• Task statement: Drop all images and give the records again exactly.

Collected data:

^^^^^^^^^^^^^^^^

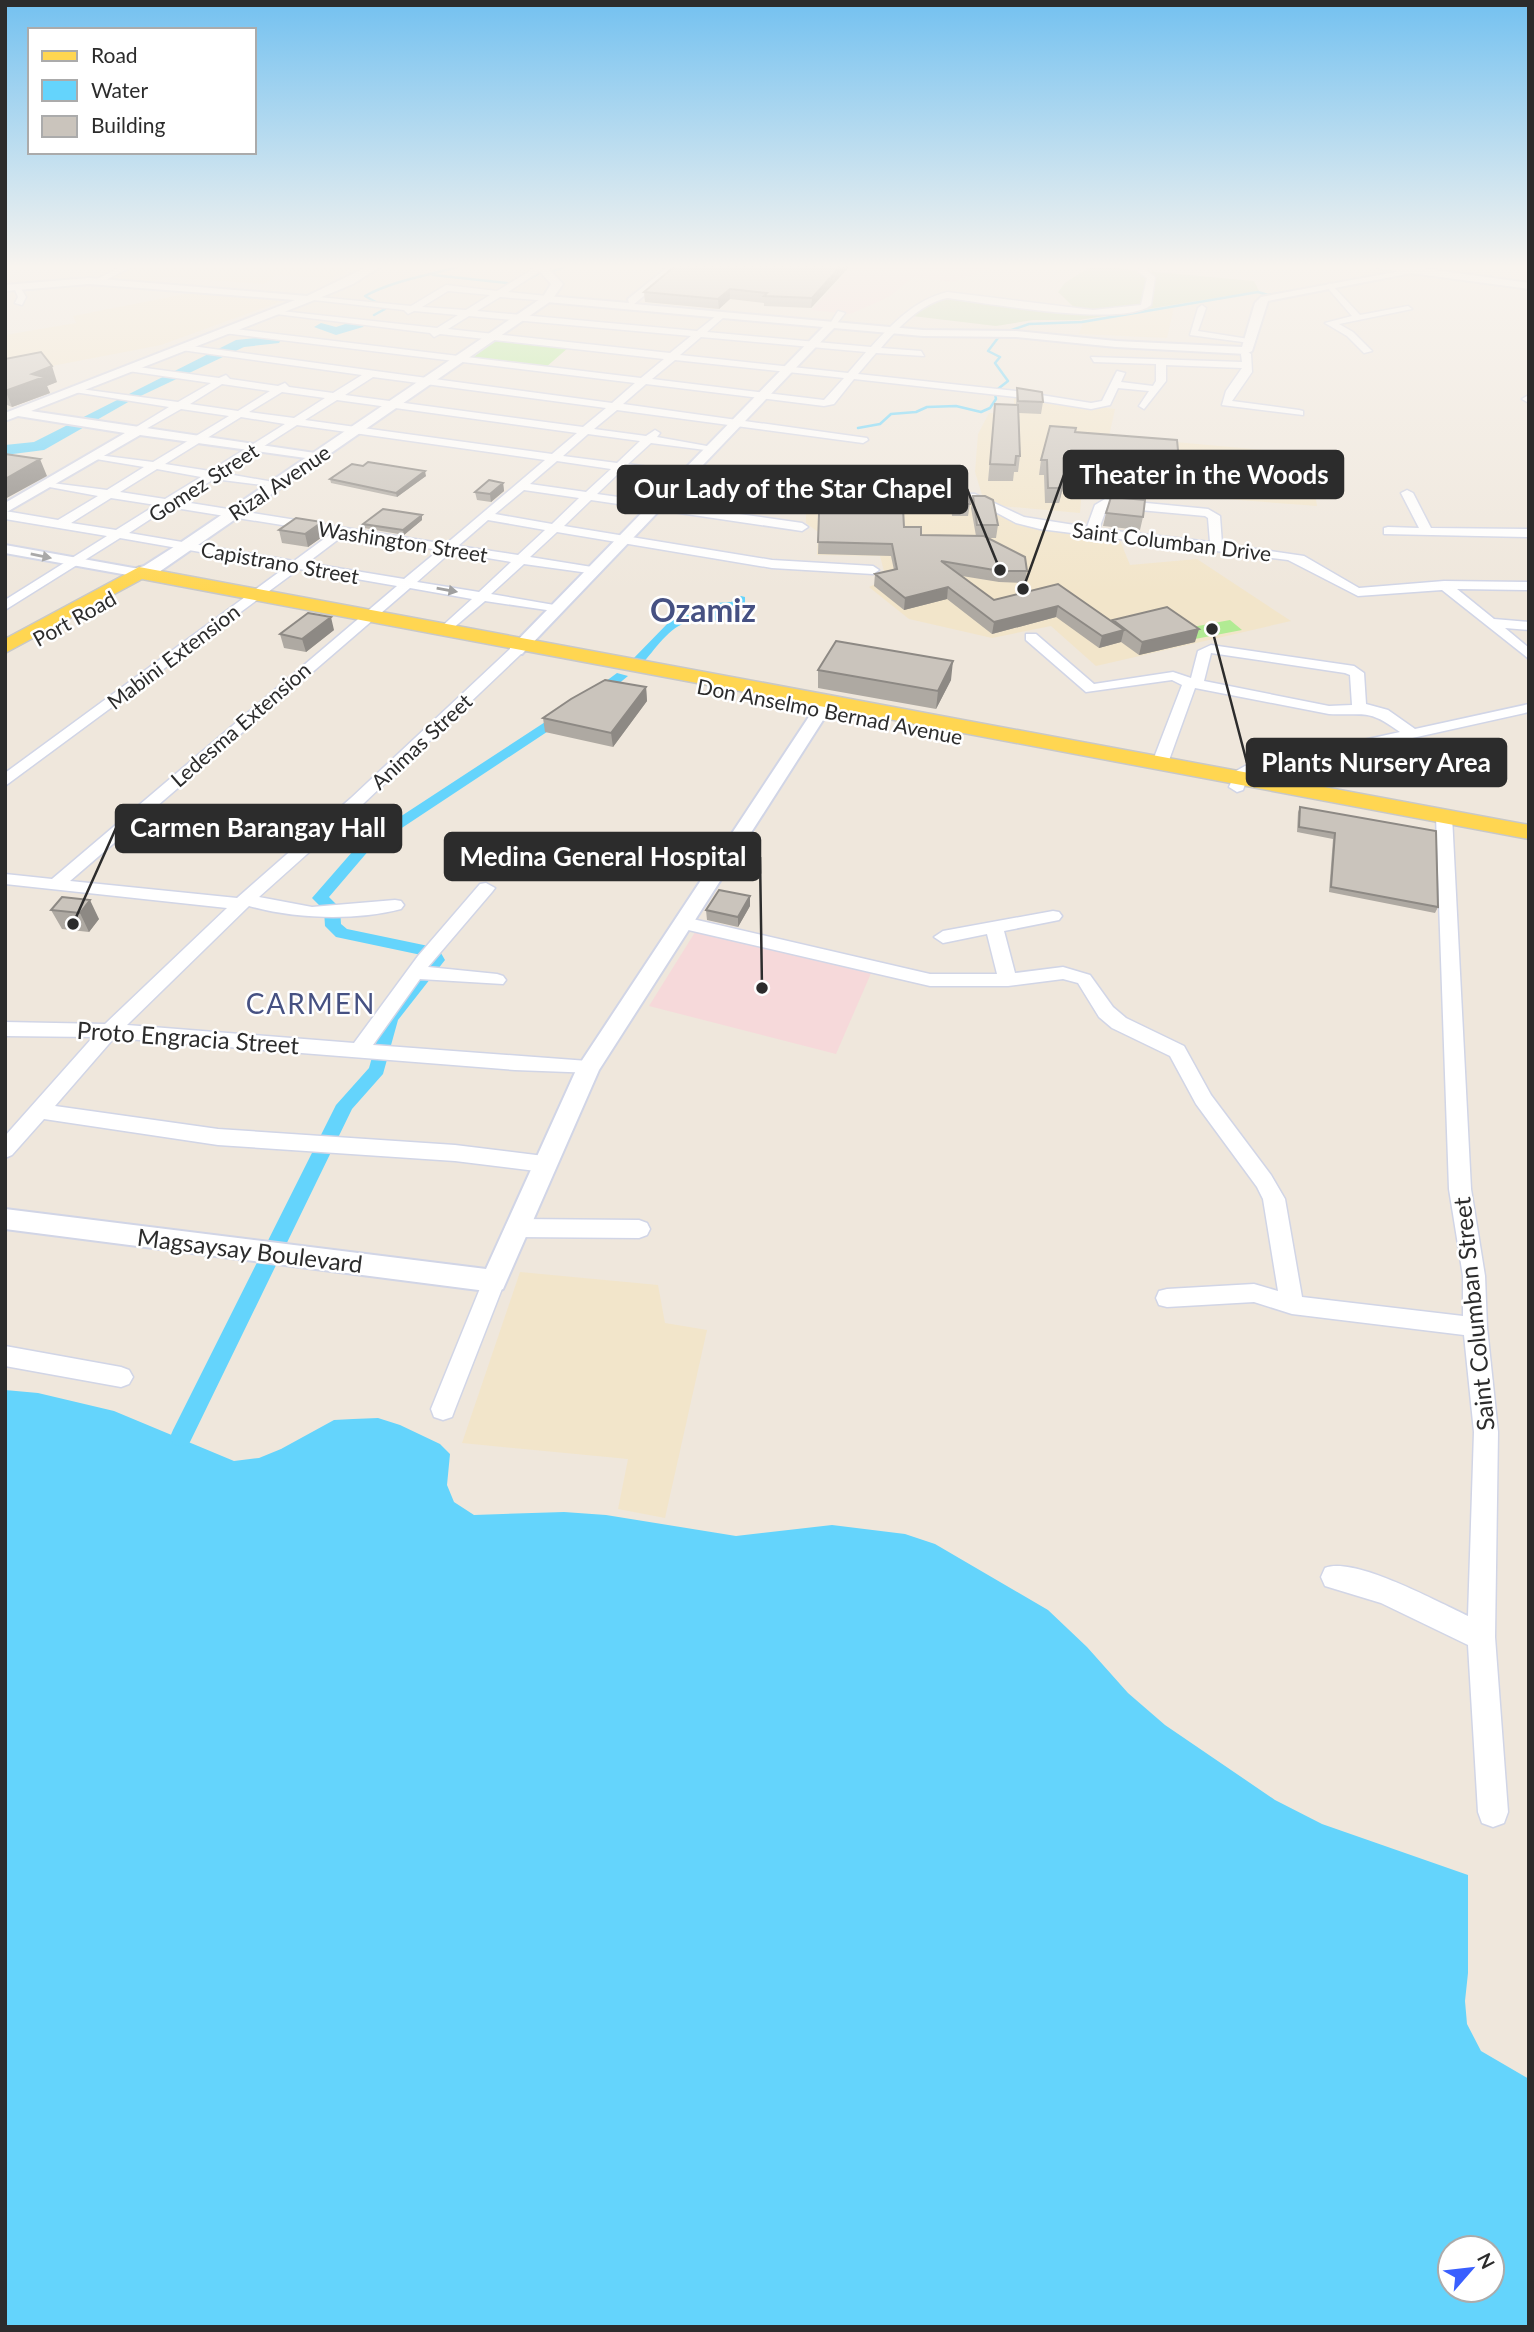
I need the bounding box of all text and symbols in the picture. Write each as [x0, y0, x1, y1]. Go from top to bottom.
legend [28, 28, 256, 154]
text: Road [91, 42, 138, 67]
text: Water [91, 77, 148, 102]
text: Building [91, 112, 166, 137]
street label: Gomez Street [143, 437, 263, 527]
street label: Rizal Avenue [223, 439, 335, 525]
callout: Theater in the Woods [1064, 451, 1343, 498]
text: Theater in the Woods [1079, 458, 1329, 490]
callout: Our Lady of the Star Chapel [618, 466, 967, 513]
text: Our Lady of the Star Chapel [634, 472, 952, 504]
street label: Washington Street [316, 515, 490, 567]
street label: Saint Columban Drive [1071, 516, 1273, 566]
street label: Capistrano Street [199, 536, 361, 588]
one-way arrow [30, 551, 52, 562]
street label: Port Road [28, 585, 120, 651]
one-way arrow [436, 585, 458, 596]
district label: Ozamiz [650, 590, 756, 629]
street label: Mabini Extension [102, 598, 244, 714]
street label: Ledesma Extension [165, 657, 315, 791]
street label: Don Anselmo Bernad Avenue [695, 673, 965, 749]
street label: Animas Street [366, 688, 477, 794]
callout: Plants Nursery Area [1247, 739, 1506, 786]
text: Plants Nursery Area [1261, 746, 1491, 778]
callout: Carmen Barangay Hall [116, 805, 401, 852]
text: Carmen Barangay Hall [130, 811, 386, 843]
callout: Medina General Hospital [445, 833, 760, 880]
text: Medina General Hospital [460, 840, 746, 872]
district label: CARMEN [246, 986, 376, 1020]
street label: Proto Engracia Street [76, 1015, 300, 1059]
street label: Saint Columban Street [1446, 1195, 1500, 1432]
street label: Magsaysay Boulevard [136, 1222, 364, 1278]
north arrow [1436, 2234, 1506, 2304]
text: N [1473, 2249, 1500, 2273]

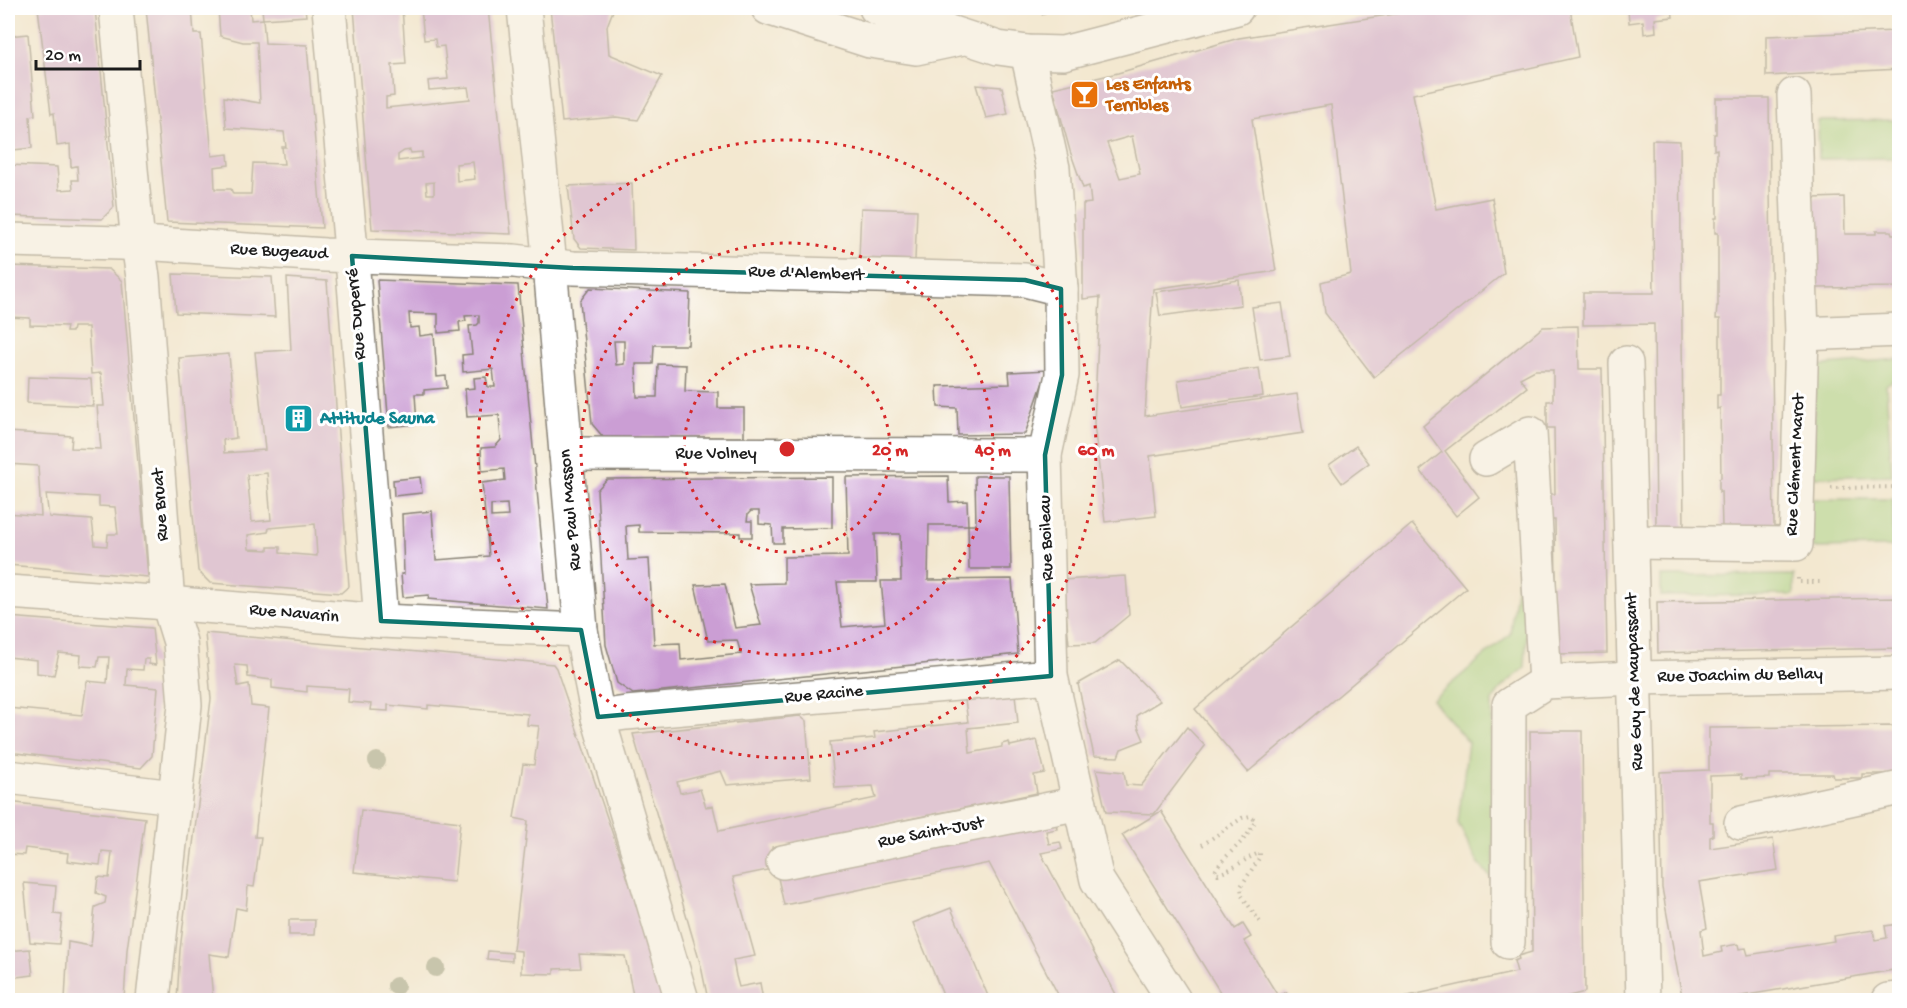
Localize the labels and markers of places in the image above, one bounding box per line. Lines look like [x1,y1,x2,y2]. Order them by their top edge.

^^^^^^^^^^^^^^^^

• Reply:
I need the bounding box of all text and symbols in the picture. Write each as [x0, y0, x1, y1]. Go from top to bottom.
legend [28, 28, 256, 154]
text: Road [91, 42, 138, 67]
text: Water [91, 77, 148, 102]
text: Building [91, 112, 166, 137]
street label: Gomez Street [143, 437, 263, 527]
street label: Rizal Avenue [223, 439, 335, 525]
callout: Theater in the Woods [1064, 451, 1343, 498]
text: Theater in the Woods [1079, 458, 1329, 490]
callout: Our Lady of the Star Chapel [618, 466, 967, 513]
text: Our Lady of the Star Chapel [634, 472, 952, 504]
street label: Washington Street [316, 515, 490, 567]
street label: Saint Columban Drive [1071, 516, 1273, 566]
street label: Capistrano Street [199, 536, 361, 588]
one-way arrow [30, 551, 52, 562]
street label: Port Road [28, 585, 120, 651]
one-way arrow [436, 585, 458, 596]
district label: Ozamiz [650, 590, 756, 629]
street label: Mabini Extension [102, 598, 244, 714]
street label: Ledesma Extension [165, 657, 315, 791]
street label: Don Anselmo Bernad Avenue [695, 673, 965, 749]
street label: Animas Street [366, 688, 477, 794]
callout: Plants Nursery Area [1247, 739, 1506, 786]
text: Plants Nursery Area [1261, 746, 1491, 778]
callout: Carmen Barangay Hall [116, 805, 401, 852]
text: Carmen Barangay Hall [130, 811, 386, 843]
callout: Medina General Hospital [445, 833, 760, 880]
text: Medina General Hospital [460, 840, 746, 872]
district label: CARMEN [246, 986, 376, 1020]
street label: Proto Engracia Street [76, 1015, 300, 1059]
street label: Saint Columban Street [1446, 1195, 1500, 1432]
street label: Magsaysay Boulevard [136, 1222, 364, 1278]
north arrow [1436, 2234, 1506, 2304]
text: N [1473, 2249, 1500, 2273]

Localize the labels and markers of places in the image above, one bounding box per line. Lines look like [x1,y1,x2,y2]. Order them by their top edge.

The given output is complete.